The Government Accountability Office is warning federal agencies including the U.S. Postal Service, the Social Security Administration, Veterans Affairs, and the Centers for Medicare and Medicaid Services in a report this week that they should stop relying on credit agencies to verify identities after a devastating hack of Equifax in 2017 that compromised the information of around 150 million Americans.
Those agencies currently check if an individual is who they say they are by asking users to provide personal information and then cross-check it with credit files provided by one of three major agencies: Equifax, Experian, and TransUnion. Per TechCrunch, the report notes that in 2017, the National Institute of Standards and Technology (NIST) issued guidance that “effectively prohibits agencies from using knowledge-based verification for sensitive applications” due to the possibility that malicious parties could have access to the Equifax data, or that even more such data could be compromised in the future.

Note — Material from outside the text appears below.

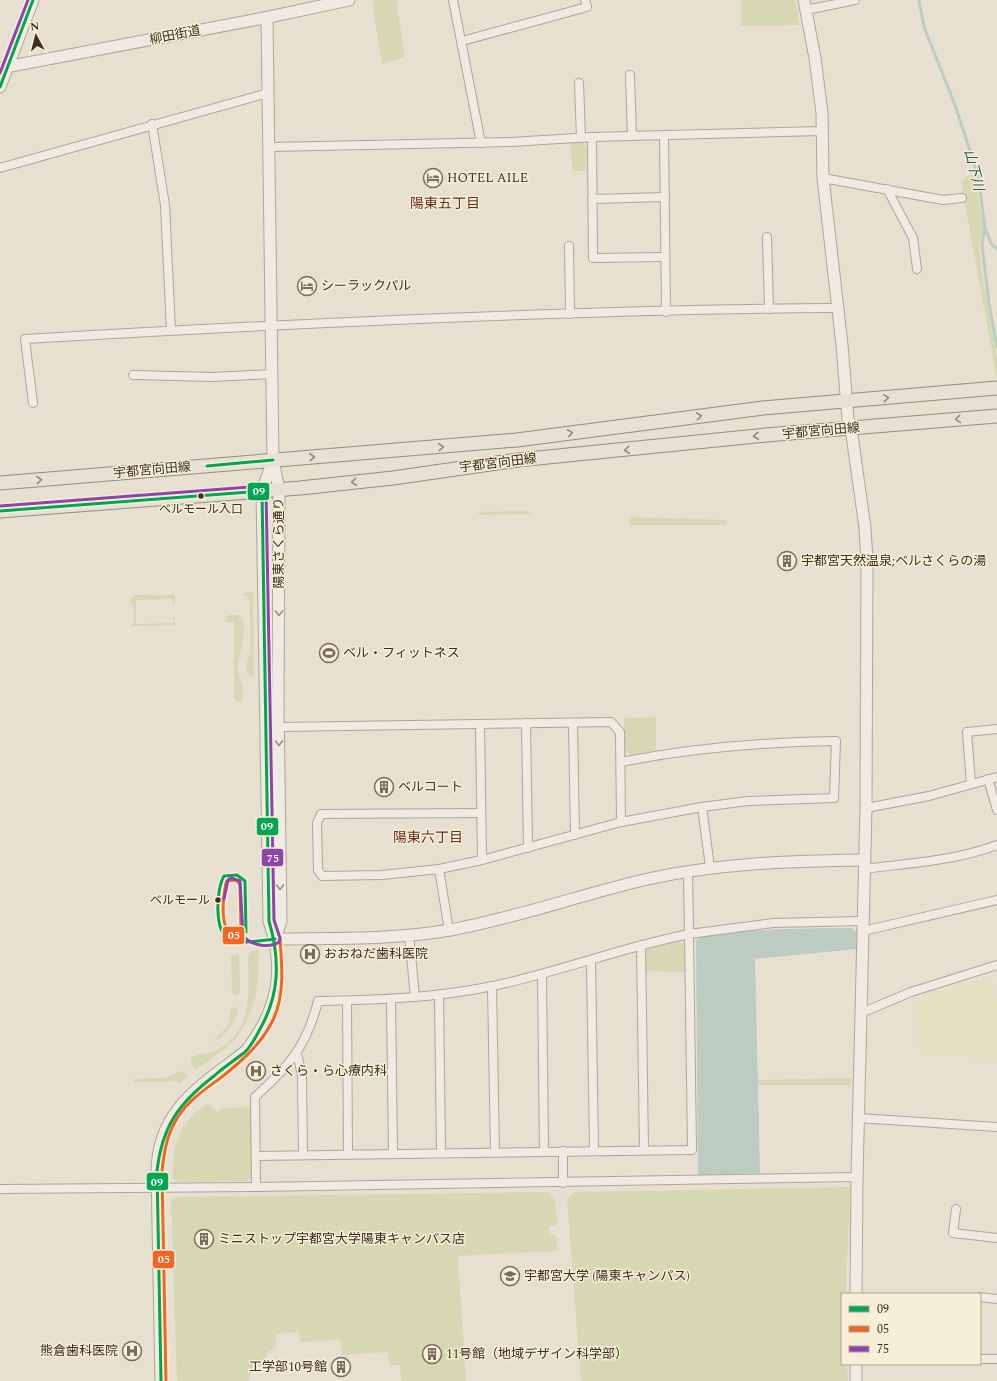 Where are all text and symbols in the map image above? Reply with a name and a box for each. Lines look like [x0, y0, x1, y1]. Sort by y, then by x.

Just two agencies, the General Services Administration and the Internal Revenue Service, have complied by developing their own alternative methods, the report says. The four aforementioned ones continue to rely at least in part on knowledge-based verification:
Two of the six agencies that GAO reviewed have eliminated knowledge-based verification. Specifically, the General Services Administration (GSA) and the Internal Revenue Service (IRS) recently developed and began using alternative methods for remote identity proofing for their Login.gov and Get Transcript services that do not rely on knowledge-based verification. One agency—the Department of Veterans Affairs (VA)—has implemented alternative methods for part of its identity proofing process but still relies on knowledge-based verification for some individuals. SSA and the United States Postal Service (USPS) intend to reduce or eliminate their use of knowledge-based verification sometime in the future but do not yet have specific plans for doing so. The Centers for Medicare and Medicaid Services (CMS) has no plans to reduce or eliminate knowledge-based verification for remote identity proofing.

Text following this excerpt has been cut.